Visualization of C. elegans dataset. Each dot represents a single cell, its color represents the age of the embryo it came from (orange=early, green=mid, blue/red=late), and the dots are arranged so that cells with similar transcriptomes are near each other. Visualized this way, the data form various thin “trajectories” that correspond to tissues and individual cell types. CREDIT: Cole Trapnell and Packer et al./Science 2019
Visualization of C. elegans dataset. Each dot represents a single cell, its color represents the age of the embryo it came from (orange=early, green=mid, blue/red=late), and the dots are arranged so that cells with similar transcriptomes are near each other. Visualized this way, the data form various thin “trajectories” that correspond to tissues and individual cell types. CREDIT: Cole Trapnell and Packer et al./Science 2019

The fundamental resolution offered by 10x Genomics technology complements established techniques for studying development. These papers demonstrate how using these tools, together with the experimental advantages of model organisms, can provide access to unexpected details about cell growth and differentiation.

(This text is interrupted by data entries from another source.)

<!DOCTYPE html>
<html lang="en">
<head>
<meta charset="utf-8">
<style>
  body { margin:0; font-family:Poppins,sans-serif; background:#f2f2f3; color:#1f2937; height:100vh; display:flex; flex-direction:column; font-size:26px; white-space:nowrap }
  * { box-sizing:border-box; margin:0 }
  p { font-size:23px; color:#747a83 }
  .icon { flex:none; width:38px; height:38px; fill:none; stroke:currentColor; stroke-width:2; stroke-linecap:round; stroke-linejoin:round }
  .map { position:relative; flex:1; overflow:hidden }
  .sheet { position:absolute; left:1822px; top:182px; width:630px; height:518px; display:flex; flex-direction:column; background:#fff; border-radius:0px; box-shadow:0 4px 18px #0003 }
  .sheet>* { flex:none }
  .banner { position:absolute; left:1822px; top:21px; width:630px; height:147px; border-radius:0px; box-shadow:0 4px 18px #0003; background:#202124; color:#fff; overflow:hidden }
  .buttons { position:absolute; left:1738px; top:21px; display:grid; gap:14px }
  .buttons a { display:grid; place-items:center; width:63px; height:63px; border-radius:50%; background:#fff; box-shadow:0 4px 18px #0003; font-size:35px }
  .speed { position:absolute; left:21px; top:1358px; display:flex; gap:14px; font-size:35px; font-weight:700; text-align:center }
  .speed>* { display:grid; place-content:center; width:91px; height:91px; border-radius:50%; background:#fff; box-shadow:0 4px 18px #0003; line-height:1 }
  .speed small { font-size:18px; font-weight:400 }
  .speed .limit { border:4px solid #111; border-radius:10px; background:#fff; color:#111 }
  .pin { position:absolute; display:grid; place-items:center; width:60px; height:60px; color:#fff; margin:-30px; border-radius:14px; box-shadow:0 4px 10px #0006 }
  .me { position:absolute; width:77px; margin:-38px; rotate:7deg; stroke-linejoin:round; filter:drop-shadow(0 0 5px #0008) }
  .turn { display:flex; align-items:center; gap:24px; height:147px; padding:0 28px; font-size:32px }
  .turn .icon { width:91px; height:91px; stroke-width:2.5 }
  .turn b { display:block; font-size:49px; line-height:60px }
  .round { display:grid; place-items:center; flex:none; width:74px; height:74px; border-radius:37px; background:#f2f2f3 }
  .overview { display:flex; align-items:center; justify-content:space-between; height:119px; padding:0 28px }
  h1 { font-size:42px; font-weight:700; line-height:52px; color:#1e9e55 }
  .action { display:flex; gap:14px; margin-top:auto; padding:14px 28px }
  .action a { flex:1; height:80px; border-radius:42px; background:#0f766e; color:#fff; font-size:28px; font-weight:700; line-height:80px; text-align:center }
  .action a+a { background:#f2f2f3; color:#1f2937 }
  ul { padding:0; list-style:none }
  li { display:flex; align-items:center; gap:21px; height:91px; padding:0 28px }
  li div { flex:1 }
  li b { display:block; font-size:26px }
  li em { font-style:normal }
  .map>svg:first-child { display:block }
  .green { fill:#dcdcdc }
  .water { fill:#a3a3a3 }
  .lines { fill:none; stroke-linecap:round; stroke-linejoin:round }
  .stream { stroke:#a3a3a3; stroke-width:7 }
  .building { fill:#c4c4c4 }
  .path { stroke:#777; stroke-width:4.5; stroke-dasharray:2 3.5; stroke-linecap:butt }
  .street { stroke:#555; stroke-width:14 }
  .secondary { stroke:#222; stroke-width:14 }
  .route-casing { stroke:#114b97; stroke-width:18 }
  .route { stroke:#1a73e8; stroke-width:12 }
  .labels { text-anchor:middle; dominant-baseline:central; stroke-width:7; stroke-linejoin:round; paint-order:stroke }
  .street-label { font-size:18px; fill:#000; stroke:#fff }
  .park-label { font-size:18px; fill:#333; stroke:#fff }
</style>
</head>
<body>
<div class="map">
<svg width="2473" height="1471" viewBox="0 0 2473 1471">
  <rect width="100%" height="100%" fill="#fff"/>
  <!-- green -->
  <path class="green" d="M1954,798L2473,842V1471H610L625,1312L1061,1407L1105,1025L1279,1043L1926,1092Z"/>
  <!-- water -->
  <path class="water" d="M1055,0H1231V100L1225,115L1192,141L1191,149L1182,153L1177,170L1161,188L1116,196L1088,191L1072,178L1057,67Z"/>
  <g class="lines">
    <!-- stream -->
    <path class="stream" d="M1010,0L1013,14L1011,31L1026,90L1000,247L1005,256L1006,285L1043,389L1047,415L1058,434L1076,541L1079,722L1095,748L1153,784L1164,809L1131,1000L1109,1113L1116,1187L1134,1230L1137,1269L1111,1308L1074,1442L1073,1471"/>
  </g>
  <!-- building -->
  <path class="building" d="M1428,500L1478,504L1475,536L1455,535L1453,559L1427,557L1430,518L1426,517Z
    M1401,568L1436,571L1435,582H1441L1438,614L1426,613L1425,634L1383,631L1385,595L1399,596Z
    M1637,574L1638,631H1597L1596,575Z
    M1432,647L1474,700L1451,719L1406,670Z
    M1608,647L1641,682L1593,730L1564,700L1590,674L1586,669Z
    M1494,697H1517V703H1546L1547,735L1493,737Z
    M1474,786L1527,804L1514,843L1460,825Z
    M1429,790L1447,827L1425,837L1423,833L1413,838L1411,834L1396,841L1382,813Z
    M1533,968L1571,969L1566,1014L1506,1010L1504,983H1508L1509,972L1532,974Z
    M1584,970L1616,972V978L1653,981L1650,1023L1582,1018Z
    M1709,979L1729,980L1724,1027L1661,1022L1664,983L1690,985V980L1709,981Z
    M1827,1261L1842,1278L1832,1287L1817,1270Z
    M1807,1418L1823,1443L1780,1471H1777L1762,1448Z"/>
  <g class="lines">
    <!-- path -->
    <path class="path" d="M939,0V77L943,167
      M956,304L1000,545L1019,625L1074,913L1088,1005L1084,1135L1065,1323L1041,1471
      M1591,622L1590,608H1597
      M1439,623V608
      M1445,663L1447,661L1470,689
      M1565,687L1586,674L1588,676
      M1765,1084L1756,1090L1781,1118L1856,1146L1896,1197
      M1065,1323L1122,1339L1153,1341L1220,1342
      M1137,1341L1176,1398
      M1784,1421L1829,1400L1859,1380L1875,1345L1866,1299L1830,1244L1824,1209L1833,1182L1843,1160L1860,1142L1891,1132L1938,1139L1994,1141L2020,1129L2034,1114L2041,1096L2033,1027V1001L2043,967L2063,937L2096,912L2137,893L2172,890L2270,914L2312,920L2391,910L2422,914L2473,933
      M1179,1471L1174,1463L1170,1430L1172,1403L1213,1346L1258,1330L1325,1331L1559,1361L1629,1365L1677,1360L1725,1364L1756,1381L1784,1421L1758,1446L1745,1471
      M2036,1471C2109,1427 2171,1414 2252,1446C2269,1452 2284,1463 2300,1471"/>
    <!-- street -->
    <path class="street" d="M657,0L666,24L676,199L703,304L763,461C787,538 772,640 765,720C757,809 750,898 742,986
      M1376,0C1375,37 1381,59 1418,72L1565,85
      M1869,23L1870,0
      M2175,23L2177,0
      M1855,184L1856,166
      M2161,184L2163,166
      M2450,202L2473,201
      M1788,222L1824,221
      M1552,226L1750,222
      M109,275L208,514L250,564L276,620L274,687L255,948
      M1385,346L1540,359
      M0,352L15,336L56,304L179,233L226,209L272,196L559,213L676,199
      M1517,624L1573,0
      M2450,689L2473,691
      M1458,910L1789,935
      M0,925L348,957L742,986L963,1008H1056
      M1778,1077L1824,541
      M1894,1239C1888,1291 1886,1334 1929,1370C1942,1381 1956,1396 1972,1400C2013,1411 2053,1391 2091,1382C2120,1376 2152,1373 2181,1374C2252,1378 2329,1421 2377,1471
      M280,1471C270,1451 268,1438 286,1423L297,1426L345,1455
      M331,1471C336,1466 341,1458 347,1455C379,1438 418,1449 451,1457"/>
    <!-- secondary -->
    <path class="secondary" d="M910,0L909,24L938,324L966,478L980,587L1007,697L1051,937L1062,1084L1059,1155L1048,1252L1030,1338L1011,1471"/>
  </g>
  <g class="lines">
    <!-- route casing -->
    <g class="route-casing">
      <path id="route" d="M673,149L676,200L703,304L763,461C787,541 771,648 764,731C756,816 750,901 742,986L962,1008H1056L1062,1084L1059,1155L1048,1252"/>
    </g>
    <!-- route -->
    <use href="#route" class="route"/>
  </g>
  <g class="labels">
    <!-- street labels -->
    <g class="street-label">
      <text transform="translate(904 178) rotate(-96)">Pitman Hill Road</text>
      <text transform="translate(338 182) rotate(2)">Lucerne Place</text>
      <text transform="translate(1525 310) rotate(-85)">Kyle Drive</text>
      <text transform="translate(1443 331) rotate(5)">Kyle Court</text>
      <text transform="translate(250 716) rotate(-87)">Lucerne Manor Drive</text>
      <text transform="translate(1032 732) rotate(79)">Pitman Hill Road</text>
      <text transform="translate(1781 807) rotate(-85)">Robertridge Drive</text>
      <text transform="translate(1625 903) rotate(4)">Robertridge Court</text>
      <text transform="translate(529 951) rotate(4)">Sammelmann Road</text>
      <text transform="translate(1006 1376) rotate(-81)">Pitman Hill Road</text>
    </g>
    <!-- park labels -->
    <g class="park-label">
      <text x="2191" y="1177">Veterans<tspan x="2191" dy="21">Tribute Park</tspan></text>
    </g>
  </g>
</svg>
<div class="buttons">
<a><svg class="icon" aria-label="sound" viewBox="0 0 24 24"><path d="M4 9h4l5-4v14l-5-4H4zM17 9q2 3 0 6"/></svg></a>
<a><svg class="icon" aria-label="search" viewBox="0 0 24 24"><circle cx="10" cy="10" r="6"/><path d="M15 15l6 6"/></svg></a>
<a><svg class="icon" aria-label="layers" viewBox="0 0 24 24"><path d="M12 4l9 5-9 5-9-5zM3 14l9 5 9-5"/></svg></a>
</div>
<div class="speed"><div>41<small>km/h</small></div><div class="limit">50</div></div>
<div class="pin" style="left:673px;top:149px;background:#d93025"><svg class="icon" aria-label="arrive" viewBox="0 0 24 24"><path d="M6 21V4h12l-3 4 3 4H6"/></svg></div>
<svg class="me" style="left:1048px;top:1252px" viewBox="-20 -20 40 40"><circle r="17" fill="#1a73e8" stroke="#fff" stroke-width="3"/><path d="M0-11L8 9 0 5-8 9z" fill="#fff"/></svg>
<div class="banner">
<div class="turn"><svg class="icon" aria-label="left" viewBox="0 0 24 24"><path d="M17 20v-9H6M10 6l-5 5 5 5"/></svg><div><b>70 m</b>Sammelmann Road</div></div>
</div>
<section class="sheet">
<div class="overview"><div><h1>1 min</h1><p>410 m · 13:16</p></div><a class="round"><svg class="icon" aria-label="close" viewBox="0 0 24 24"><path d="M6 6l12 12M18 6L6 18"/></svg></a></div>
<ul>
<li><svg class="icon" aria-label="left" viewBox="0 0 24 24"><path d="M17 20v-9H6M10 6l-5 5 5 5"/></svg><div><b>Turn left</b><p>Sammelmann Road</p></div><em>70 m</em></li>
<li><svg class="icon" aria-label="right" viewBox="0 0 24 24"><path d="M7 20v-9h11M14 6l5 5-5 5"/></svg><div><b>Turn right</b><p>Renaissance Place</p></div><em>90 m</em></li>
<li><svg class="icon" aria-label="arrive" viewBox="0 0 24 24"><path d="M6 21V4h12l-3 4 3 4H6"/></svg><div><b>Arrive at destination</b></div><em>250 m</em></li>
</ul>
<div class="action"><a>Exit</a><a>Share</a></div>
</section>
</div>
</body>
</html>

And they demonstrate that model organisms are just plain cool.

You can learn more about the single cell RNA sequencing methods that aided these discoveries here →

  1. Aztekin et al., Identification of a regeneration-organizing cell in the Xenopus tail. Science. 364, 653–658 (2019)
  2. Nowotschin et al., The emergent landscape of the mouse gut endoderm at single-cell resolution. Nature. 569, 7756 (2019).
  3. Packer et al., A lineage-resolved molecular atlas of C. elegans embryogenesis at single-cell resolution. Science. 365, 1971 (2019).